▶ [Task details] Repeat the entries below exactly. Begin with the first line and end with the line that contains "position:absolute; right:15px; bottom:15px;".

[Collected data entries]
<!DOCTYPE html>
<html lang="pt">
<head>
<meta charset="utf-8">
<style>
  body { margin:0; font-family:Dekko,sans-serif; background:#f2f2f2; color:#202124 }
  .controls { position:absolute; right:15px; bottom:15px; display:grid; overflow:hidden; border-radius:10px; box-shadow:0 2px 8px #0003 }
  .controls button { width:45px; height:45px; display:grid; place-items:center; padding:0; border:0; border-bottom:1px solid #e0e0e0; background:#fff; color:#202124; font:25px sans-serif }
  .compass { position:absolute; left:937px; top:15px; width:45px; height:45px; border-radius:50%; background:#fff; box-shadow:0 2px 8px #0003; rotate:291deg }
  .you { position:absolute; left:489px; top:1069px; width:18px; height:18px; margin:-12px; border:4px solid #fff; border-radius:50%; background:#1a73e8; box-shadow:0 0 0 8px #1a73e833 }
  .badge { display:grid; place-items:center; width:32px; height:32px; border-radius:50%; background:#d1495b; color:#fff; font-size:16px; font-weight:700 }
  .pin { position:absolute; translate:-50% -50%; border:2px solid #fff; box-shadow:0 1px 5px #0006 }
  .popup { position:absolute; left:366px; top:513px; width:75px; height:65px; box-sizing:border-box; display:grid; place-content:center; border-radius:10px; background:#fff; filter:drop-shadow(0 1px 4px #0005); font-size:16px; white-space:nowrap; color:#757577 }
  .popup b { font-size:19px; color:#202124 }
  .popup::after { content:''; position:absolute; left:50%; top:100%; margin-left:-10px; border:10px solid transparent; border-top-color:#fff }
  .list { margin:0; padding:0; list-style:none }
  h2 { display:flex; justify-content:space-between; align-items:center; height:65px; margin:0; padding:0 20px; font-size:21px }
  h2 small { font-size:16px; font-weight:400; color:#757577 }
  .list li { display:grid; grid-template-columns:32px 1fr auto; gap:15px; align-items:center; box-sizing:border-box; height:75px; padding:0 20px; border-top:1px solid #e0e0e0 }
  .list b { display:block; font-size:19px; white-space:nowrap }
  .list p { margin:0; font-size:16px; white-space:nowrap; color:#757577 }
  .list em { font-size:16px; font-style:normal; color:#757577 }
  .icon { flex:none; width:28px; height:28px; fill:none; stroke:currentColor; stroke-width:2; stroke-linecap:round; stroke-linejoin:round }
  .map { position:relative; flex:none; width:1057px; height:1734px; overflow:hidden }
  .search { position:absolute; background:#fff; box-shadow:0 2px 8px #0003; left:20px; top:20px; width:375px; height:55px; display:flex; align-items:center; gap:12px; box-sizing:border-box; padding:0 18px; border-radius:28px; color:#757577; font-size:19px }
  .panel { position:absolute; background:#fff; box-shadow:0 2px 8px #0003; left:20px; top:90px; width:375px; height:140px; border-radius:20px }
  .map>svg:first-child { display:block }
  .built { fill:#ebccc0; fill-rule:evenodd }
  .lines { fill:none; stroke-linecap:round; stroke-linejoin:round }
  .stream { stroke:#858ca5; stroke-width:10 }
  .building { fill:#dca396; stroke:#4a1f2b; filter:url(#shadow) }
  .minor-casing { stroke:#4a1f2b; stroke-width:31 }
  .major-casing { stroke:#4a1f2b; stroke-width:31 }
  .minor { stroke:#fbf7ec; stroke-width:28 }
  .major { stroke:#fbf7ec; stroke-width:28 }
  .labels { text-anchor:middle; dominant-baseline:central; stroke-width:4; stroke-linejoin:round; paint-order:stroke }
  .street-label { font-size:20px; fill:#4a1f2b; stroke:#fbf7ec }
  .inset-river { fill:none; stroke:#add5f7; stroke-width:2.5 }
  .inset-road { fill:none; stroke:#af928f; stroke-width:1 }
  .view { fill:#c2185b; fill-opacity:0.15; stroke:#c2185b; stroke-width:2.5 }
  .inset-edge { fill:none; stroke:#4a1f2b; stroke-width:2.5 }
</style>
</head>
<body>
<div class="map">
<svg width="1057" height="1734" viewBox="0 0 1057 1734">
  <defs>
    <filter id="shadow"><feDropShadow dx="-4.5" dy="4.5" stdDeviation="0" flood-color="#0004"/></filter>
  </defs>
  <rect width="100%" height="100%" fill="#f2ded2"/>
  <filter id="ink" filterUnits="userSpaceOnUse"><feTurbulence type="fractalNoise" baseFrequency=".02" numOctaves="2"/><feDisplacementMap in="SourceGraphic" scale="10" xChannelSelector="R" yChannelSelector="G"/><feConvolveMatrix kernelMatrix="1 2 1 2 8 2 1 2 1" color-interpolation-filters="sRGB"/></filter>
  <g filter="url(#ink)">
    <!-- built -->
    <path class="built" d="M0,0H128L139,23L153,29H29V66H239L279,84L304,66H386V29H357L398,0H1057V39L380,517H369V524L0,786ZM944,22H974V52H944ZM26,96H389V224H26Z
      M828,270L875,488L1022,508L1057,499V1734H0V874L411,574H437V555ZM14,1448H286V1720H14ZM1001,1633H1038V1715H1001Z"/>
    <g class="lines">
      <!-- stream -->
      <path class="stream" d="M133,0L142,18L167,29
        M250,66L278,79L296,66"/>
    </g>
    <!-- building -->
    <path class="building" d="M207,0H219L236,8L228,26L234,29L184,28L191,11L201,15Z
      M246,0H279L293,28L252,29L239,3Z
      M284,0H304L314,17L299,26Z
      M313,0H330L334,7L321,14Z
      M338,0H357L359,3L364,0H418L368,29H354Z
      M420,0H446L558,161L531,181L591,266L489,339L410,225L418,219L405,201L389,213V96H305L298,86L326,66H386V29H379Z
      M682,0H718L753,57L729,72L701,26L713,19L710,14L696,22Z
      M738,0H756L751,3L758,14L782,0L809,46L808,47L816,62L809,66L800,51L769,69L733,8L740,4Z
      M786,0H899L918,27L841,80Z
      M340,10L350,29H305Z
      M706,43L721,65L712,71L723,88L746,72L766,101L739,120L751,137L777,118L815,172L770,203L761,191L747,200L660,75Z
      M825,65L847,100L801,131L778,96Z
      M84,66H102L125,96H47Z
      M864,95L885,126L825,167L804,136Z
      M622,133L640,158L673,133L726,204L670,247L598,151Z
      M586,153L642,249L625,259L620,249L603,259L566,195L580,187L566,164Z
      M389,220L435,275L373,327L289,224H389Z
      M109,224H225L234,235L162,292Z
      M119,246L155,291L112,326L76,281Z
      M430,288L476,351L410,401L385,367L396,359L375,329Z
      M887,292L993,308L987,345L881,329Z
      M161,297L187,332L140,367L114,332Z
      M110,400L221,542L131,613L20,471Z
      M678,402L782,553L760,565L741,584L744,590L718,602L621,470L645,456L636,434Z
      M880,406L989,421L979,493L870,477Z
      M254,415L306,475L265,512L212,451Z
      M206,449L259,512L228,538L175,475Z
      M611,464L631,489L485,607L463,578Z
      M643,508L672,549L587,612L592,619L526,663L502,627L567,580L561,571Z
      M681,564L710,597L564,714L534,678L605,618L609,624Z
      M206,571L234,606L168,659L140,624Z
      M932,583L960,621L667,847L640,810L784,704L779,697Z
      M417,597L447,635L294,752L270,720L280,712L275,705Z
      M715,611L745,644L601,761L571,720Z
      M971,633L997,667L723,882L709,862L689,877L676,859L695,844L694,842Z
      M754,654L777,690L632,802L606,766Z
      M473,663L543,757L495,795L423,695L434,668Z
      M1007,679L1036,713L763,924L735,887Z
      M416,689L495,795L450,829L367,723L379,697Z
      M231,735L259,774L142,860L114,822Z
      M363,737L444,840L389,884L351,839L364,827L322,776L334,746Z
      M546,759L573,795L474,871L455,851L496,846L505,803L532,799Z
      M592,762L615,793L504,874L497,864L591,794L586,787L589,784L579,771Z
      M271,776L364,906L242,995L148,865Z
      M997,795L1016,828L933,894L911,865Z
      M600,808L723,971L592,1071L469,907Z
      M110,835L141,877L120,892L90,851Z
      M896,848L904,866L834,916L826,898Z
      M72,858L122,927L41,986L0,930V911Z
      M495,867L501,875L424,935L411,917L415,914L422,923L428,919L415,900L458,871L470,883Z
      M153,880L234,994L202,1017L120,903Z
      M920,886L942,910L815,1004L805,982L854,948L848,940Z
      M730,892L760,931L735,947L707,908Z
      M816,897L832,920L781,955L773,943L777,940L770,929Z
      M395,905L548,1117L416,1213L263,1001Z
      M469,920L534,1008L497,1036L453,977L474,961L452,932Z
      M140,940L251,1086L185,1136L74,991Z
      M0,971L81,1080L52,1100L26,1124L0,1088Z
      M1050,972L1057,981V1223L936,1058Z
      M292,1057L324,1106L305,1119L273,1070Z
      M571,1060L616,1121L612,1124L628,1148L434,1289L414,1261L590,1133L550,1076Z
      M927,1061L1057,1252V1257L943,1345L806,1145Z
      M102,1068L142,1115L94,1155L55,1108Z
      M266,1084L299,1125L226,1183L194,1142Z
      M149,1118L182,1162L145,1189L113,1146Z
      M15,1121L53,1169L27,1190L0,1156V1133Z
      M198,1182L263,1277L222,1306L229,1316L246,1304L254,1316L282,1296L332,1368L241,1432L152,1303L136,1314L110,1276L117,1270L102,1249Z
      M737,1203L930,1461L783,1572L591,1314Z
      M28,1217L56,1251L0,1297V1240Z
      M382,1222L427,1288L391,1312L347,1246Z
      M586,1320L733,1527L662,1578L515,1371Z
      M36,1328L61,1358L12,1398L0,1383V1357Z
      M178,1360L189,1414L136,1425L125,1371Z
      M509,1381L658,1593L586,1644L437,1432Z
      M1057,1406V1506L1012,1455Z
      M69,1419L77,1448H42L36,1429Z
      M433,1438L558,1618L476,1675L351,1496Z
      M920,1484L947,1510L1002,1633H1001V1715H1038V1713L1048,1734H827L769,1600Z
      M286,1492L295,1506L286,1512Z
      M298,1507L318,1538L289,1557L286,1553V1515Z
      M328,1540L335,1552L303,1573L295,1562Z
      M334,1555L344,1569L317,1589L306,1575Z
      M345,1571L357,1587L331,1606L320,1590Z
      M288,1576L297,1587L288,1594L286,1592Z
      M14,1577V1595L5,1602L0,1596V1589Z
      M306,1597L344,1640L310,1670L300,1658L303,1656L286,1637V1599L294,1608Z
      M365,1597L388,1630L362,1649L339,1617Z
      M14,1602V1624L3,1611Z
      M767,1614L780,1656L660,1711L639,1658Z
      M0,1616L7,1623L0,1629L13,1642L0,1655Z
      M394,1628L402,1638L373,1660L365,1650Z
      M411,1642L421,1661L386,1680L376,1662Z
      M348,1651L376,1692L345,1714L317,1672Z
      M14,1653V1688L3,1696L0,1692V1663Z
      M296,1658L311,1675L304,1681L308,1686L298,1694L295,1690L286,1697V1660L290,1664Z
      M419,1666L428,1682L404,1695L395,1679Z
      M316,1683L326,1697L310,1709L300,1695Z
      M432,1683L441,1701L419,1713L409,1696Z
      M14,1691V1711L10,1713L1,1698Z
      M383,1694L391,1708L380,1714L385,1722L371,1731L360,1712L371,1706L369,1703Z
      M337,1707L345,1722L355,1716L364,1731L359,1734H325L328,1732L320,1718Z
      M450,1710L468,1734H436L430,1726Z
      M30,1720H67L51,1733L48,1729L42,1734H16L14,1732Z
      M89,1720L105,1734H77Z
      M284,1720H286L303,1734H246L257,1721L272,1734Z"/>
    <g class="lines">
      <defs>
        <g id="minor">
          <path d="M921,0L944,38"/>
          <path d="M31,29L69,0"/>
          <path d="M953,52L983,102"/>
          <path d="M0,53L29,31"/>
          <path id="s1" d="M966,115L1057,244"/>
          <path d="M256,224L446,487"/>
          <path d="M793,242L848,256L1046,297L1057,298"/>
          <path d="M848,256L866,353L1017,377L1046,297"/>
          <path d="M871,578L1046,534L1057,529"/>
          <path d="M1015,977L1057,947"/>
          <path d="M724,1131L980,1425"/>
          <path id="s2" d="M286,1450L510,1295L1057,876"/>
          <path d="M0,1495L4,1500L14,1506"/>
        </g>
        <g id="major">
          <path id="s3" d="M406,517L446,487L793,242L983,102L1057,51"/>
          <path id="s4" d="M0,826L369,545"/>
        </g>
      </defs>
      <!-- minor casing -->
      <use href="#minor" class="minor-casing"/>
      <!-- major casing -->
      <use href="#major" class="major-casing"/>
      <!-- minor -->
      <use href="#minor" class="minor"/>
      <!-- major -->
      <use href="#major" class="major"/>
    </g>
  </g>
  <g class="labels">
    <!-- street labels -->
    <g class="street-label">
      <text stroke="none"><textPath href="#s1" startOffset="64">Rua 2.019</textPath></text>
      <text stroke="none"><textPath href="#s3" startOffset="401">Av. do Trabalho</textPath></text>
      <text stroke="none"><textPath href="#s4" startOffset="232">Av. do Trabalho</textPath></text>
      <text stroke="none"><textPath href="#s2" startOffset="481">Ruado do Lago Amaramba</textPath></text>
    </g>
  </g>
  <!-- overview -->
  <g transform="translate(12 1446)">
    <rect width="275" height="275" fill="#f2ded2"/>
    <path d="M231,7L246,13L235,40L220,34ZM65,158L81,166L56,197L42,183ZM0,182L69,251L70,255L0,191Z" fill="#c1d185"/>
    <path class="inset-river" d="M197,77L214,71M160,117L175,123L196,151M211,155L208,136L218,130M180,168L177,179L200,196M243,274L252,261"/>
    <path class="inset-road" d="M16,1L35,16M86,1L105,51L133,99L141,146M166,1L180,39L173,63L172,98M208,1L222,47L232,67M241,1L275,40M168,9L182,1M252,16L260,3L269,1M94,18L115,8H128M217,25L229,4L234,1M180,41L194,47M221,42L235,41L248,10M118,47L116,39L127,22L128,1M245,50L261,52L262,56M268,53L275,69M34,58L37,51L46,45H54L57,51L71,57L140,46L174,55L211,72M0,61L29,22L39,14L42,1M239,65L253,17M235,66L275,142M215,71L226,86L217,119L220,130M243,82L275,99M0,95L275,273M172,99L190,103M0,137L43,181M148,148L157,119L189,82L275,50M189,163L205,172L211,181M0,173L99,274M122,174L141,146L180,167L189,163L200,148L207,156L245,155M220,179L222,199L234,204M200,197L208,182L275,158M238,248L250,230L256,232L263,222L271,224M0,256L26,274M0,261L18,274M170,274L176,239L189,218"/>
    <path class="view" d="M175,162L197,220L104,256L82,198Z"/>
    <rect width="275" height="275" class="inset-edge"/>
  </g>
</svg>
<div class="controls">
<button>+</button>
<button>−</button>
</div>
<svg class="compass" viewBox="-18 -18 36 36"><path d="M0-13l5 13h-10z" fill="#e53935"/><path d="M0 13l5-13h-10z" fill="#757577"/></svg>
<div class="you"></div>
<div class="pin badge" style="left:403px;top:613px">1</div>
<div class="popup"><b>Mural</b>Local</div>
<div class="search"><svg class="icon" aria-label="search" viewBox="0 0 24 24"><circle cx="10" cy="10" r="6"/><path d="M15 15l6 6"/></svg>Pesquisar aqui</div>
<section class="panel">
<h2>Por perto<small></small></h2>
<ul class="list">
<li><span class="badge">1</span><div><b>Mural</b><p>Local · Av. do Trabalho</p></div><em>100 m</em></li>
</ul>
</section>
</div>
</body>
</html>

▶ [Response to the task]
<!DOCTYPE html>
<html lang="pt">
<head>
<meta charset="utf-8">
<style>
  body { margin:0; font-family:Dekko,sans-serif; background:#f2f2f2; color:#202124 }
  .controls { position:absolute; right:15px; bottom:15px; display:grid; overflow:hidden; border-radius:10px; box-shadow:0 2px 8px #0003 }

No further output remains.